Smoked salmon encased in agar cocoa gel
Agar gel:
400 g water
10 g cocoa
35 g sugar
2.5 g beef stock powder
10 g balsamico vinegar
35 g lime juice
1.8 g agar (0.37%)
smoked salmon
lime
sugar
Combine all ingredients for the gel and bring to boil. In a suitable (shallow) tray, pour one layer and leave to gel. Place salmon on top and pour more of the hot agar solution. Leave to gel and repeat until salmon is complete covered. When gelled, invert and slice carefully. Serve with thin slices of lime sprinkled with sugar.
Verdict: Even though I didn’t have time to finish the dish presentation-wise, I did of course taste the different components together. The lime added much needed freshness to the cocoa gel and combined well with the fish. The cocoa was not overpowering. The dish will work fine for a starter or as finger-food once I get the presentation right.
Lessons learnt
- For layered agar gel preparations it’s crucial that the next layer is poured while piping hot so that it can melt a little into the layer below. Because of agar’s significant hysteresis the gelled agar must be brought up to around 80-90 °C to melt.
- The box I used was way too deep (and the best at hand at the moment), but it might have worked if I had lined it with plastic wrapper. The layers came apart as I was trying to get it all out of the box. A higher agar concentration would make for a stronger gel, but it would also trap more flavor. Possibly it would also be more difficult to get the layers stick together at higher agar concentrations. Does anyone have experience with layers agar preparations?

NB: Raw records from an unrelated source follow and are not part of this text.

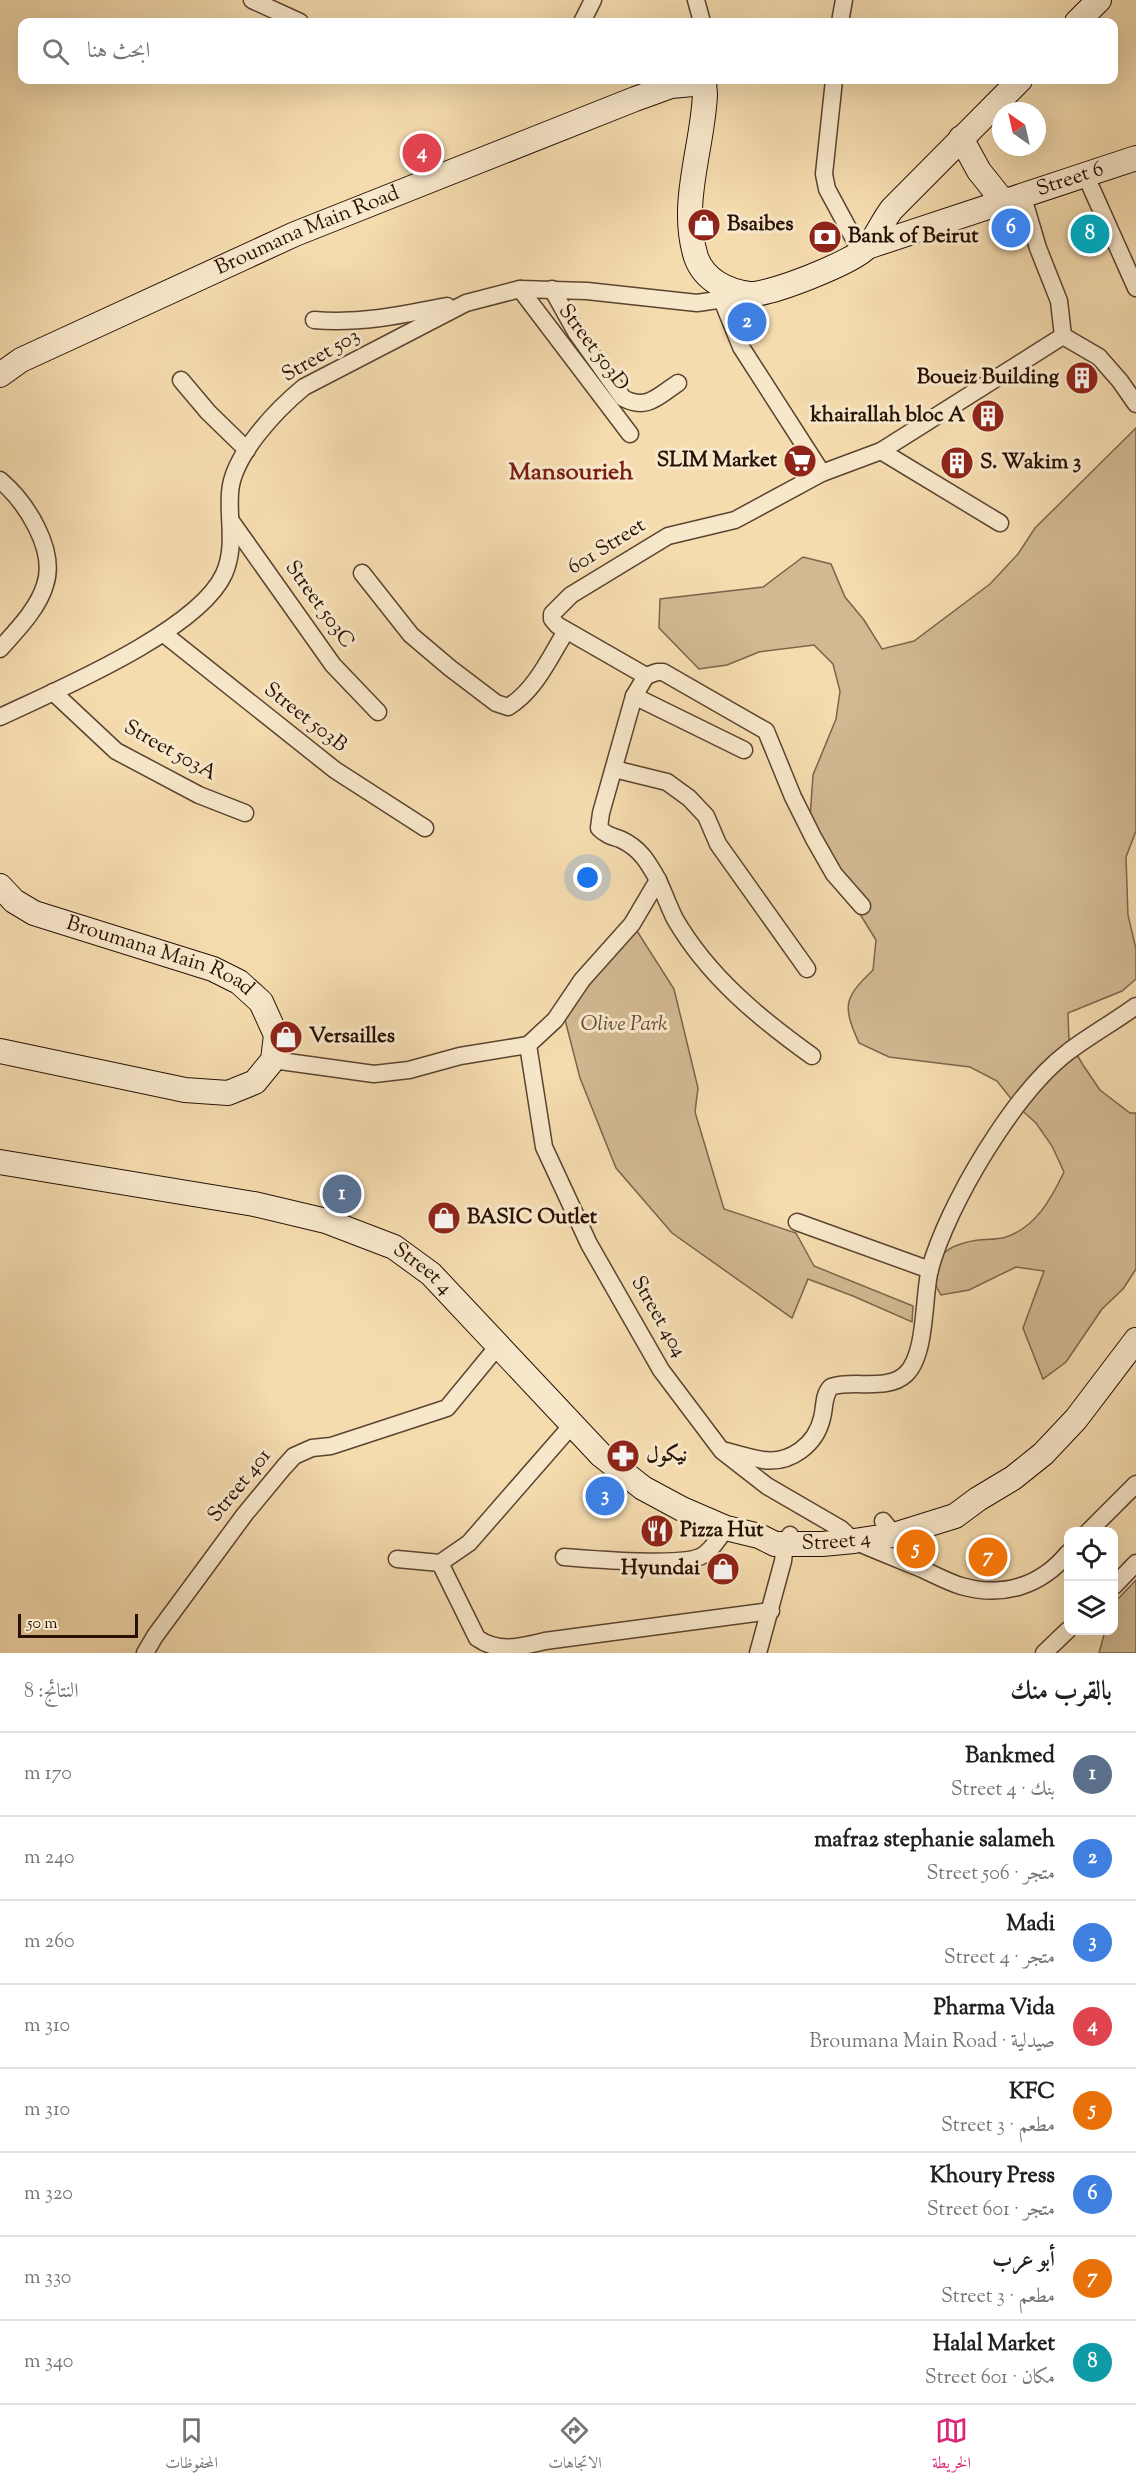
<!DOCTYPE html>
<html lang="ar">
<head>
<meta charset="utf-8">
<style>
	:root { --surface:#fff; --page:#f2f2f2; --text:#202124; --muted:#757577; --line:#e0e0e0; --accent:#db2777 }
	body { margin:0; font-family:"Sorts Mill Goudy",Amiri,serif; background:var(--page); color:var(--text); direction:rtl }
	.controls { position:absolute; right:18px; bottom:18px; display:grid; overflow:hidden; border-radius:12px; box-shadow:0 6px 24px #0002 }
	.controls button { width:54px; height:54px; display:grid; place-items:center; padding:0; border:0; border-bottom:2px solid var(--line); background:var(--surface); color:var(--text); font:30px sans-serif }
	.compass { position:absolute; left:992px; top:102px; width:54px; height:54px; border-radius:50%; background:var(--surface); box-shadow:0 6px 24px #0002; rotate:326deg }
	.scale { position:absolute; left:18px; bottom:15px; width:120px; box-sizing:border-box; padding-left:6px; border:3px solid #281004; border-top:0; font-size:16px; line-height:21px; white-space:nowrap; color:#281004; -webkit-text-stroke:4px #f8e8cb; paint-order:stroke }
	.you { position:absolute; left:588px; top:878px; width:21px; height:21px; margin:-15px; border:4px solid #fff; border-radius:50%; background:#1a73e8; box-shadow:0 0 0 9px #1a73e833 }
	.badge { display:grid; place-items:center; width:39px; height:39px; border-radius:50%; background:var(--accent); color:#fff; font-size:20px; font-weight:700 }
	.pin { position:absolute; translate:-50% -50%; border:3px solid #fff; box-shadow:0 2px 6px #0006 }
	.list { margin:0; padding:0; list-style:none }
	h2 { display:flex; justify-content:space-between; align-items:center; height:78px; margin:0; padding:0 24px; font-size:26px }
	h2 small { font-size:20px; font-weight:400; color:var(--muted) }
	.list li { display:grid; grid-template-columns:39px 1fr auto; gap:18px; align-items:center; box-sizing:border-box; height:84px; padding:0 24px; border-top:2px solid var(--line) }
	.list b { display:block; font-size:22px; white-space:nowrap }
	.list p { margin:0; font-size:20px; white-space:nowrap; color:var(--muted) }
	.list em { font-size:20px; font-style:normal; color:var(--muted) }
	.icon { flex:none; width:33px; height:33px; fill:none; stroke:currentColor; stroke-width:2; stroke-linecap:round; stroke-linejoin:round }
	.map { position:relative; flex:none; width:1136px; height:1653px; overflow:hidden; direction:ltr }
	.search { position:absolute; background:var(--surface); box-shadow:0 6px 24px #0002; left:18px; right:18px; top:18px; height:66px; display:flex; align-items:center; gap:15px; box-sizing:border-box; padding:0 21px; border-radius:12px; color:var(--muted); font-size:22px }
	.sheet { height:750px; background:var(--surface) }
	nav { display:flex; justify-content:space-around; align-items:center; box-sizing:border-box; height:84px; border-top:2px solid var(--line); background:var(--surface); font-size:16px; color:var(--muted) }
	nav a { display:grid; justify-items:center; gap:3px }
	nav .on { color:var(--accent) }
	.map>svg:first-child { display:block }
	.green { fill:#d2b992; stroke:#7d644b; stroke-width:1.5 }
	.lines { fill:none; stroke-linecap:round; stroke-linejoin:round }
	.street-casing { stroke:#5b432f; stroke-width:19 }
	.secondary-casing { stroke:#281004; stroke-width:26 }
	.street { stroke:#f8e8cb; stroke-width:16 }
	.secondary { stroke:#f8e8cb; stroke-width:24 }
	.labels { text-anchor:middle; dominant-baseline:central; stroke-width:6; stroke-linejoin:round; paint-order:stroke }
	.street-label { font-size:21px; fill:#281004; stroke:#f8e8cb }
	.poi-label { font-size:21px; font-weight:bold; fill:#281004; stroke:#f8e8cb; text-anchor:start }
	.park-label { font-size:21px; font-style:italic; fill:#644b36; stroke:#f8e8cb }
	.quarter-label { font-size:24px; font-weight:bold; fill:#7a1f14; stroke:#f8e8cb }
</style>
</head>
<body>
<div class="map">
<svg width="1136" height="1653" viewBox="0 0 1136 1653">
	<rect width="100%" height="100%" fill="#f5dcaf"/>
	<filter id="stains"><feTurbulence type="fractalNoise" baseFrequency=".00333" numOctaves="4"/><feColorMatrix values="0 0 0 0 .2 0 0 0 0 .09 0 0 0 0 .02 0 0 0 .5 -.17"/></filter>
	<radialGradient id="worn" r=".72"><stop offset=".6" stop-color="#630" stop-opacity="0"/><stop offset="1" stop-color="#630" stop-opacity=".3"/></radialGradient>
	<g class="green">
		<path d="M1136,428V831L1126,857L1128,915L1136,949V979L1122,991L1068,1013L1069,1041L1083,1065L1100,1090L1130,1113H1136V1269L1123,1289L1102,1309L1066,1362L1043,1379L1023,1328L1044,1271L1016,1267L969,1290L941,1295L927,1270C944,1251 951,1244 978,1240C986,1239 997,1240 1006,1237C1036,1227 1051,1199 1064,1172L1052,1146L1036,1123L1016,1105L997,1081L970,1067L889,1057L859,1043C842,1005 844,998 873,970L876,940L809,832L813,775L836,719L840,691L833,664L814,645L759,652L727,665L699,669L659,628L660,599L763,587L803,557L831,564L845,597L864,620L882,649L914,641L990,584L1018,554L1035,528Z"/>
		<polygon points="637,931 674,989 698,1088 695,1112 724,1209 796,1233 814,1266 913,1306 912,1322 853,1296 808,1279 792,1318 672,1233 616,1168 580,1078 563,1012 618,937"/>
		<polygon points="1136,1580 1136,1653 1099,1653 1105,1631 1114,1630 1114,1603"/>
	</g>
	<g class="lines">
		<g class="street-casing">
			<g id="street">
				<polyline points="252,0 300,22"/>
				<polyline points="696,0 702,22"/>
				<polyline points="582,22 593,0"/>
				<polyline points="840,22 844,0"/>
				<polyline points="834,80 824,174 827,189 861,252"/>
				<polyline points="1085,174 1136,288"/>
				<polyline points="520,289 630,434"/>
				<path d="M552,289L576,332L623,398C647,411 658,396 678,383"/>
				<polyline points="722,300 741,347 822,473"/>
				<path d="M314,320C360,324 402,315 447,306"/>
				<polyline points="1063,336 1099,357 1120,381 1136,404"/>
				<polyline points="181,380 208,412 247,450"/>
				<polyline points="881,451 1000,523"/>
				<path d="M0,480C26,502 57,550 45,585C38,609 16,631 0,649"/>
				<polyline points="231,521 333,665 378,712"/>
				<path d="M362,573L411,635L450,668L496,703L508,707C535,691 550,657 566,631"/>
				<polyline points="164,634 335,770 425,828"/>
				<polyline points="646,676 657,672 663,672 766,731 793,797 814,839 834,874 862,906"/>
				<polyline points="53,692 116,751 199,795 245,813"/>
				<polyline points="634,696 744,750"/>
				<path d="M0,717C57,690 198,631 224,574C236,547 228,521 230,493C232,456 276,410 304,387L466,303L520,289L587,291L697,303L745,296"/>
				<polyline points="614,769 667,782 689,798 706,816 718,844 807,969"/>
				<path d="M658,880C664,893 669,907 675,919C708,976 759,1018 812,1056"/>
				<path d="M528,1045L555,1020L582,980L632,924L658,880C648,862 640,848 620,839C611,836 606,835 599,828L601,813L634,696L646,676L557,625L552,619V614L571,595L668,536L735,520L822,473L881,451L1063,336L1059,301L1038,248L1022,194"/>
				<path d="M528,1045L544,1147L589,1244L661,1370L722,1451L767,1486L841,1529L854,1541C877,1551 900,1560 922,1569C935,1575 948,1582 961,1586C1003,1598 1041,1586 1068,1553"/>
				<polyline points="273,1060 374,1074 409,1070 460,1056 528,1045"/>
				<polyline points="797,1222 930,1270"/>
				<path d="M726,1451C738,1454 751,1458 763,1460C791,1464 816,1444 822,1418C825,1407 823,1395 831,1387C853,1379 887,1392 906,1374C927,1354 923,1296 930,1269C948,1204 1014,1093 1068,1052C1089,1036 1114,1022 1136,1006"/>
				<polyline points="883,1521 921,1567"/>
				<polyline points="1088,1532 1136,1484"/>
				<path d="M564,1557C590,1559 688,1568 705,1554C713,1548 720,1537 726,1528"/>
				<polyline points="397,1559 440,1563 469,1543 572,1425"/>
				<path d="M440,1563L477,1638C498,1653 521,1647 545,1641L771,1611"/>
				<polyline points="1114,1586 1136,1563"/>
				<polyline points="145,1653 155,1636 245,1514 284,1467 294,1456 312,1448 331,1446 447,1408 498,1346"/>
				<polyline points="758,1653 783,1561 785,1544 790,1535"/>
				<polyline points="1044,1653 1068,1630"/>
			</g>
		</g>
		<g class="secondary-casing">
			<g id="secondary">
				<polyline points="1077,22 1099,0"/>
				<polyline points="961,138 979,171 1003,201"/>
				<path id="s1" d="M867,247L1136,158"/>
				<path id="s2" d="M0,375L21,360L295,234L635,99L671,86L704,83L705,94C703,147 679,204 696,257C704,280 727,291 749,294C768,296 854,262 867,247C876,238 883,220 892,209L1020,80"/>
				<path id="s3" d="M0,886L14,901L34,913L213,969L239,982L261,1002L276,1035L273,1060L255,1082L228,1093L185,1090L0,1051"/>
				<path id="s4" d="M0,1162L254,1204L326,1221L394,1247L431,1274L601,1455L643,1488L682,1509L726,1528L759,1536L775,1544H822L854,1541L894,1535L955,1516L978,1499L1013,1478L1043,1454L1076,1419L1136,1340"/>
			</g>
		</g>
		<use href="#street" class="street"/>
		<use href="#secondary" class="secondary"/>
	</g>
	<defs>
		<g id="shop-disc" transform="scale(1.725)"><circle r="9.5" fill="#8f2418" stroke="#f8e8cb"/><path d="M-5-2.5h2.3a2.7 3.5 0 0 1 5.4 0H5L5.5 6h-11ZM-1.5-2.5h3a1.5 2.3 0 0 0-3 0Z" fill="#fff"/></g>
		<g id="bank-disc" transform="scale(1.725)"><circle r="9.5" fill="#8f2418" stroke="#f8e8cb"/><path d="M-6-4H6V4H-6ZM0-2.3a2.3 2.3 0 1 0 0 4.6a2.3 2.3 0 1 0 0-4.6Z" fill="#fff"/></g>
		<g id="building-disc" transform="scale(1.725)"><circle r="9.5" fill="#8f2418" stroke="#f8e8cb"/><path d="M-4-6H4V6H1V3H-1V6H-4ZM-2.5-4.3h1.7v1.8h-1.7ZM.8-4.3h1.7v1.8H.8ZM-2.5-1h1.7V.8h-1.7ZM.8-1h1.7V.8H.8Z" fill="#fff"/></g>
		<g id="supermarket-disc" transform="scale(1.725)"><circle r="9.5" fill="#8f2418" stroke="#f8e8cb"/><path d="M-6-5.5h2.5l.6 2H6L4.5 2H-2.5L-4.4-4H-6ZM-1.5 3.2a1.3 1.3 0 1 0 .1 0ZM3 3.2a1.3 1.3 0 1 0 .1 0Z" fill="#fff"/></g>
		<g id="pharmacy-disc" transform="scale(1.725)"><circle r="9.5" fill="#8f2418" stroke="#f8e8cb"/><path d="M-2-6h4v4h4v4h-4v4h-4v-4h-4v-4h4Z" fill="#fff"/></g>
		<g id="restaurant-disc" transform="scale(1.725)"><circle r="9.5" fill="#8f2418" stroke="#f8e8cb"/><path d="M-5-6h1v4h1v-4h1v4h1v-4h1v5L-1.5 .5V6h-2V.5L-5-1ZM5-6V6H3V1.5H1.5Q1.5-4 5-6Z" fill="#fff"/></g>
	</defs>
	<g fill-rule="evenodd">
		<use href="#shop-disc" x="704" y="225"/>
		<use href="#bank-disc" x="825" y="237"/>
		<use href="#building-disc" x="1082" y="378"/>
		<use href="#building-disc" x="988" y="416"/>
		<use href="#supermarket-disc" x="800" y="461"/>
		<use href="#building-disc" x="957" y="463"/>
		<use href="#shop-disc" x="286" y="1037"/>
		<use href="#shop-disc" x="444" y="1218"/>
		<use href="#pharmacy-disc" x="623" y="1456"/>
		<use href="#restaurant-disc" x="657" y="1531"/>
		<use href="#shop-disc" x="723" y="1569"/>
	</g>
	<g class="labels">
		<g class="street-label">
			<text stroke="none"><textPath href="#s1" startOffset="214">Street 6</textPath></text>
			<text stroke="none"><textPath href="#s2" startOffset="340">Broumana Main Road</textPath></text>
			<text transform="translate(593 348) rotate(53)">Street 503D</text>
			<text transform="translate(321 356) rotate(-30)">Street 503</text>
			<text transform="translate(607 547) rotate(-32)">601 Street</text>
			<text transform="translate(319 605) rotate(54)">Street 503C</text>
			<text transform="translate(305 718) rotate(38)">Street 503B</text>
			<text transform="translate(170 751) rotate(29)">Street 503A</text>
			<text stroke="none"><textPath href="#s3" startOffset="177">Broumana Main Road</textPath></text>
			<text stroke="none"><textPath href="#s4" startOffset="440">Street 4</textPath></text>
			<text transform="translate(658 1317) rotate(60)">Street 404</text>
			<text transform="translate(240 1486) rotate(-51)">Street 401</text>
			<text stroke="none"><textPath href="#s4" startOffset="957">Street 4</textPath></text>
		</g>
		<g class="poi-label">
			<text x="727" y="225">Bsaibes</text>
			<text x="848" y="237">Bank of Beirut</text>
			<text x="1059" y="378" text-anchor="end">Boueiz Building</text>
			<text x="965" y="416" text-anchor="end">khairallah bloc A</text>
			<text x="777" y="461" text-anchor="end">SLIM Market</text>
			<text x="980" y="463">S. Wakim 3</text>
			<text x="309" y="1037">Versailles</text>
			<text x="467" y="1218">BASIC Outlet</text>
			<text x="646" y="1456">نيكول</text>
			<text x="680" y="1531">Pizza Hut</text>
			<text x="700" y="1569" text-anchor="end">Hyundai</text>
		</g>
		<g class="park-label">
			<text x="624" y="1025">Olive Park</text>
		</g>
		<g class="quarter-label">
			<text x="571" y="473">Mansourieh</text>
		</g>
	</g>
	<rect width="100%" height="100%" filter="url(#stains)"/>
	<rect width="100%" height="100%" fill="url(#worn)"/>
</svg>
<div class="controls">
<button><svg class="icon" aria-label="locate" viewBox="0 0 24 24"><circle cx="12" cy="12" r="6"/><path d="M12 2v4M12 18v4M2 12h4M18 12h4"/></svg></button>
<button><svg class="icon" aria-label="layers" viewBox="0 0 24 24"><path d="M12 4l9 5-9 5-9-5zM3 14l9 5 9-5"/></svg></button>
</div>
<svg class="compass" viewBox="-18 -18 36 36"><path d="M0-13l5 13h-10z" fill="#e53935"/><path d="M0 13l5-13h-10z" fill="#757577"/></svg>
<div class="scale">50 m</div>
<div class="you"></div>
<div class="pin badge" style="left:342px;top:1194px;background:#5c6f8a">1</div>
<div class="pin badge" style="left:747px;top:322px;background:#3f7fe0">2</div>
<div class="pin badge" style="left:605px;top:1496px;background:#3f7fe0">3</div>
<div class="pin badge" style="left:422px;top:153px;background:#e0444e">4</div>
<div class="pin badge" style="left:916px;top:1549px;background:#e8710a">5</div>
<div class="pin badge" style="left:1011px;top:228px;background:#3f7fe0">6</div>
<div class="pin badge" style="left:988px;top:1557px;background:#e8710a">7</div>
<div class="pin badge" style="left:1090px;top:234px;background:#0f9aa8">8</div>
<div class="search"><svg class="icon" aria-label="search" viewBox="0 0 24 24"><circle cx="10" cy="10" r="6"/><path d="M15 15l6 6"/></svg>ابحث هنا</div>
</div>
<section class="sheet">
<h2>بالقرب منك<small>النتائج: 8</small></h2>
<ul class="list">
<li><span class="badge" style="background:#5c6f8a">1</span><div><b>Bankmed</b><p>بنك · Street 4</p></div><em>170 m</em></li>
<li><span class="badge" style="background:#3f7fe0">2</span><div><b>mafra2 stephanie salameh</b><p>متجر · Street 506</p></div><em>240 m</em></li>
<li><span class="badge" style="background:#3f7fe0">3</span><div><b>Madi</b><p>متجر · Street 4</p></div><em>260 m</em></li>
<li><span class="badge" style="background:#e0444e">4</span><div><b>Pharma Vida</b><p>صيدلية · Broumana Main Road</p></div><em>310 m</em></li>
<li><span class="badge" style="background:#e8710a">5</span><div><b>KFC</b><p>مطعم · Street 3</p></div><em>310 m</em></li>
<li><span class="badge" style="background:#3f7fe0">6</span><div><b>Khoury Press</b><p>متجر · 601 Street</p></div><em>320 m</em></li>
<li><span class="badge" style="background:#e8710a">7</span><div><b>أبو عرب</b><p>مطعم · Street 3</p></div><em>330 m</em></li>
<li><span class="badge" style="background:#0f9aa8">8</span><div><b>Halal Market</b><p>مكان · 601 Street</p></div><em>340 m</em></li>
</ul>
</section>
<nav>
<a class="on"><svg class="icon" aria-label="map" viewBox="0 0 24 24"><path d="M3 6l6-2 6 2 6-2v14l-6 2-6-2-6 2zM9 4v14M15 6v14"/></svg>الخريطة</a>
<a><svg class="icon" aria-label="directions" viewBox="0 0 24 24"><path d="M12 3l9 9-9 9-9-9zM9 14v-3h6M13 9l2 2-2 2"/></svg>الاتجاهات</a>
<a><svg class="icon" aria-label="saved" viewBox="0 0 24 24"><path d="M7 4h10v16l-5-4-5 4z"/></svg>المحفوظات</a>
</nav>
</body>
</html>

- The hot-smoked salmon tastes very nice, but it’s texture was a litte to tough. I tried making slices, but both the salmon and the cocoa gel fell apart. This could be solved by switching to cold-smoked salmon. But a potential problem here might be that it will become “cooked” (and change color from translucent to opaque) once the hot agar solution is added. In that case one might have to revert to gelatin which melts at lower temperature.
Should use Gellan (Like Fat Duck Cookbook Licorice Salmon). I tried at work Smoked / Sous-Vide Arctic Char, with Dark Chocolate Ganace. It did work in the flavour sense but it wasn’t out of this world. And I was trying to pair it with a off-dry gewurtz for this competiton and it didn’t really pair
Would it work if you tried to cool the salmon with ice while pouring the agar on to it? then you could serve it all translucent/cold.
Is ther any way of strating your own subjects as part of this blog? Or is there somewhere else I can go and discuss my food interests?
Simon: If your looking for a forum, why not try eGullet? If you want to reach an audience interested in molecular gastronomy I’d suggest you subscribe to the molecular gastronomy mailing list: http://groups.google.co.uk/group/molecular-gastronomy?hl=en
Martin,
Thanks. I’ll check these both out.
Warm Regards,
Simon
I have read recipes for agar layered preparation where the layer that you have poured is scored with a fork: I guess to provide more purchase for the layer to be poured and make sure they stick together.
On an unrelated note, is chocolate not compatible with agar? I know that cocoa works, but yesterday I tried 0.5% agar in water, wine and melted chocolate, and it gelled only very very weakly.